EXERCISE OBJECTIVE
Nothing in the data should be altered when it is repeated in full.

Stored data
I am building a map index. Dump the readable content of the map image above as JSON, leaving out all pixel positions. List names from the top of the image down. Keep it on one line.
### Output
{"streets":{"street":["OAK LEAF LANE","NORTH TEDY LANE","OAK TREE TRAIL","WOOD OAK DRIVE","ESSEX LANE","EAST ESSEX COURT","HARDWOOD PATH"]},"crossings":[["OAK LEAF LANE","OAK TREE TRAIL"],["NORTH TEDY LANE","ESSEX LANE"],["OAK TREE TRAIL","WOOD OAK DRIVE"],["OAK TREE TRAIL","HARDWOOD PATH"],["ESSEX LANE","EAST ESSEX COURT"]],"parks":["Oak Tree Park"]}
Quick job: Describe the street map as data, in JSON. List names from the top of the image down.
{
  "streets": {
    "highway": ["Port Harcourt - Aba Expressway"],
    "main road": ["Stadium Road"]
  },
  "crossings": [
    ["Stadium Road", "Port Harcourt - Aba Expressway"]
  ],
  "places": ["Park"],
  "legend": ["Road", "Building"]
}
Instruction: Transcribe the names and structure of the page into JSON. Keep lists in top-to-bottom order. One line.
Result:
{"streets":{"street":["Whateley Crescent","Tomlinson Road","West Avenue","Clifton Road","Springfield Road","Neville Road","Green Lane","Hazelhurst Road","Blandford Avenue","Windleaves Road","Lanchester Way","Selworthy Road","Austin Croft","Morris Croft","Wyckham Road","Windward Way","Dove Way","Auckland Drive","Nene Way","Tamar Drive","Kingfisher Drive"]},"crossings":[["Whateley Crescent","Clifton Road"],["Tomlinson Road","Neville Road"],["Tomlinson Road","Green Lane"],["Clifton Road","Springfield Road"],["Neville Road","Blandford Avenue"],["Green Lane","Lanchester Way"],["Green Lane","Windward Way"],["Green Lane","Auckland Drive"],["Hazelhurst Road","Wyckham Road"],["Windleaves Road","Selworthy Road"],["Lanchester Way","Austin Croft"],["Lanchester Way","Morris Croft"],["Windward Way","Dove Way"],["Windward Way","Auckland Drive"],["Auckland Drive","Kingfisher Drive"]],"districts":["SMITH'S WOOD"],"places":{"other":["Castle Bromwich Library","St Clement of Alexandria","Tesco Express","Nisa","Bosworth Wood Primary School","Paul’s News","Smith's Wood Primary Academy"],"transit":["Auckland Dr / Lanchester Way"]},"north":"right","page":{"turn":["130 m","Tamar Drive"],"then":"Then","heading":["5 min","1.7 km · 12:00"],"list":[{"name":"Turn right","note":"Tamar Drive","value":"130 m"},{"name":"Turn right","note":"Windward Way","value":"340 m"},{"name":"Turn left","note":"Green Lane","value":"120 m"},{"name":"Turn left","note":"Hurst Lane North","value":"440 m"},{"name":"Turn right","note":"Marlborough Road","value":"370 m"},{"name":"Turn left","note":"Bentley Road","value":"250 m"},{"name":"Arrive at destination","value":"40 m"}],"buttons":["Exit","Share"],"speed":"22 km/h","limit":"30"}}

ANSWER TO THE EXERCISE
I am building a map index. Dump the readable content of the map image above as JSON, leaving out all pixel positions. List names from the top of the image down. Keep it on one line.
### Output
{"streets":{"street":["OAK LEAF LANE","NORTH TEDY LANE","OAK TREE TRAIL","WOOD OAK DRIVE","ESSEX LANE","EAST ESSEX COURT","HARDWOOD PATH"]},"crossings":[["OAK LEAF LANE","OAK TREE TRAIL"],["NORTH TEDY LANE","ESSEX LANE"],["OAK TREE TRAIL","WOOD OAK DRIVE"],["OAK TREE TRAIL","HARDWOOD PATH"],["ESSEX LANE","EAST ESSEX COURT"]],"parks":["Oak Tree Park"]}
Quick job: Describe the street map as data, in JSON. List names from the top of the image down.
{
  "streets": {
    "highway": ["Port Harcourt - Aba Expressway"],
    "main road": ["Stadium Road"]
  },
  "crossings": [
    ["Stadium Road", "Port Harcourt - Aba Expressway"]
  ],
  "places": ["Park"],
  "legend": ["Road", "Building"]
}
Instruction: Transcribe the names and structure of the page into JSON. Keep lists in top-to-bottom order. One line.
Result:
{"streets":{"street":["Whateley Crescent","Tomlinson Road","West Avenue","Clifton Road","Springfield Road","Neville Road","Green Lane","Hazelhurst Road","Blandford Avenue","Windleaves Road","Lanchester Way","Selworthy Road","Austin Croft","Morris Croft","Wyckham Road","Windward Way","Dove Way","Auckland Drive","Nene Way","Tamar Drive","Kingfisher Drive"]},"crossings":[["Whateley Crescent","Clifton Road"],["Tomlinson Road","Neville Road"],["Tomlinson Road","Green Lane"],["Clifton Road","Springfield Road"],["Neville Road","Blandford Avenue"],["Green Lane","Lanchester Way"],["Green Lane","Windward Way"],["Green Lane","Auckland Drive"],["Hazelhurst Road","Wyckham Road"],["Windleaves Road","Selworthy Road"],["Lanchester Way","Austin Croft"],["Lanchester Way","Morris Croft"],["Windward Way","Dove Way"],["Windward Way","Auckland Drive"],["Auckland Drive","Kingfisher Drive"]],"districts":["SMITH'S WOOD"],"places":{"other":["Castle Bromwich Library","St Clement of Alexandria","Tesco Express","Nisa","Bosworth Wood Primary School","Paul’s News","Smith's Wood Primary Academy"],"transit":["Auckland Dr / Lanchester Way"]},"north":"right","page":{"turn":["130 m","Tamar Drive"],"then":"Then","heading":["5 min","1.7 km · 12:00"],"list":[{"name":"Turn right","note":"Tamar Drive","value":"130 m"},{"name":"Turn right","note":"Windward Way","value":"340 m"},{"name":"Turn left","note":"Green Lane","value":"120 m"},{"name":"Turn left","note":"Hurst Lane North","value":"440 m"},{"name":"Turn right","note":"Marlborough Road","value":"370 m"},{"name":"Turn left","note":"Bentley Road","value":"250 m"},{"name":"Arrive at destination","value":"40 m"}],"buttons":["Exit","Share"],"speed":"22 km/h","limit":"30"}}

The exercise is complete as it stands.